Nonsense mutation in MEN1. (A) Conservation of p.Tyr227* in the MEN1 protein. (B) Conservation of p.Glu116* in the MEN1 protein. (C) Locations of p.Tyr227* and p.Glu116* mutations in the conserved domain in the MEN1 protein. (D) Location of p.Tyr227* and p.Glu116* mutations on the crystal structure of the MEN1 protein.
Discussion
Insulinoma is a common neuroendocrine tumor with an incidence of four in every 1 million persons annually 13. Moreover, most of the insulinomas arise sporadically. Although rare, it has the potential to produce profound metabolic derangements that require early recognition and treatment. In this study, exome sequencing was performed on three sporadic insulinoma cases to delineate genetic contributors to this rare endocrine tumor. Although the overall frequency of somatic mutations was low and predicted to be damaging, there were two nonsense variants that occurred in MEN1 in two of the three patients, namely a c. 681C>G; p.Tyr227* mutation in exon 4 of MEN1 and a c. 346G>T; p.Glu116* mutation in exon 2 of MEN1. Our result showed that the mutations in MEN1 may play an important role in the development of insulinoma.

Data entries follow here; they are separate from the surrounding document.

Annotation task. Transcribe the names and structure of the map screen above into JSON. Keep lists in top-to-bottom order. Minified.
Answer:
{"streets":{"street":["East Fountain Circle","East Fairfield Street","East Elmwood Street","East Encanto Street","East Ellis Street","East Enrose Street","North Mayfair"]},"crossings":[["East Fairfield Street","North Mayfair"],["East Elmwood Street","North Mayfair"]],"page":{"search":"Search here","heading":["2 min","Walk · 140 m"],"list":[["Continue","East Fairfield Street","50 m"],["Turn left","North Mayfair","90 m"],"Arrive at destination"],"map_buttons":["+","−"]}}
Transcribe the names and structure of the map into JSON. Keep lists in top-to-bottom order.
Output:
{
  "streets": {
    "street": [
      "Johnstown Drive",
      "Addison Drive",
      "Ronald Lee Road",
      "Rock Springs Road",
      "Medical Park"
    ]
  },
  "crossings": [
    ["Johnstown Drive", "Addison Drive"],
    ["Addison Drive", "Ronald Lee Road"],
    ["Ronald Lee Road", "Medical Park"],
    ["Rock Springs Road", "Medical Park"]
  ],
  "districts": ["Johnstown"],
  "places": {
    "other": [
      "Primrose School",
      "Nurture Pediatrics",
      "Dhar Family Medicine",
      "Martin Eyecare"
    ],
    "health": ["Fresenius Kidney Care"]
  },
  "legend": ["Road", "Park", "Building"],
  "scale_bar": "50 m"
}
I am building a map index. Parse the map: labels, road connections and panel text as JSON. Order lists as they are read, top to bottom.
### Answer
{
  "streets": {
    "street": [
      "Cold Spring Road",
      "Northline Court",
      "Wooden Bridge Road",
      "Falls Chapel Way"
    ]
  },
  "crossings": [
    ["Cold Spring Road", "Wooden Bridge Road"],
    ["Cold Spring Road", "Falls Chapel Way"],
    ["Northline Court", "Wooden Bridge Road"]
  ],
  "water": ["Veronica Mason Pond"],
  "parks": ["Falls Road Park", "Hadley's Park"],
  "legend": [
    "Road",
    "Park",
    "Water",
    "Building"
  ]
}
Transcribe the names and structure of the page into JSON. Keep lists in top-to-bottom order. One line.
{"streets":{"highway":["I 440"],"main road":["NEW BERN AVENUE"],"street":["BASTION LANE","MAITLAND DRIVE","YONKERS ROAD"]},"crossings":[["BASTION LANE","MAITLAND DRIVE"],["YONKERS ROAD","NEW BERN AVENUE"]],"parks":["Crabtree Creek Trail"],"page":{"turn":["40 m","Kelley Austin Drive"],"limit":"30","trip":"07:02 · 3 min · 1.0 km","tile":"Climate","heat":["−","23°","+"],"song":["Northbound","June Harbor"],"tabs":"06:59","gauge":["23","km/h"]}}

However, further functional research is needed to validate their roles.
MEN1 consists of 10 exons 9 and encodes a protein with 615 amino acids 14; it is considered a putative tumor suppressor gene associated with neuroendocrine tumors 15. Menin, the encoded protein of MEN1, is a typical GTPase stimulated by nm23. It is mostly found in the nucleus and can regulate gene expression in a positive or negative way, and it has been demonstrated to interact with transcription activators, transcription repressors, cell signaling proteins and various other proteins. In addition, it plays major roles in DNA repair, cell cycle regulation and chromatin remodeling. Generally, menin is considered as a transcriptional regulator and interacts with a number of nuclear and cytosolic proteins, which indicates that it may participate in various biological pathways of tumor formation 16, 17, 18. Additionally, a number of sporadic endocrine tumors, including parathyroid adenomas, pancreatic insulinomas and pituitary prolactinomas, have somatic mutations of MEN1 alleles, suggesting that MEN1 may play a role in non‐hereditary endocrine tumors 15, 19, 20. Our results showed that MEN1 mutations were found in two of the three insulinoma patients, which provided further evidence that MEN1 might be an important factor in the pathological process of insulinoma.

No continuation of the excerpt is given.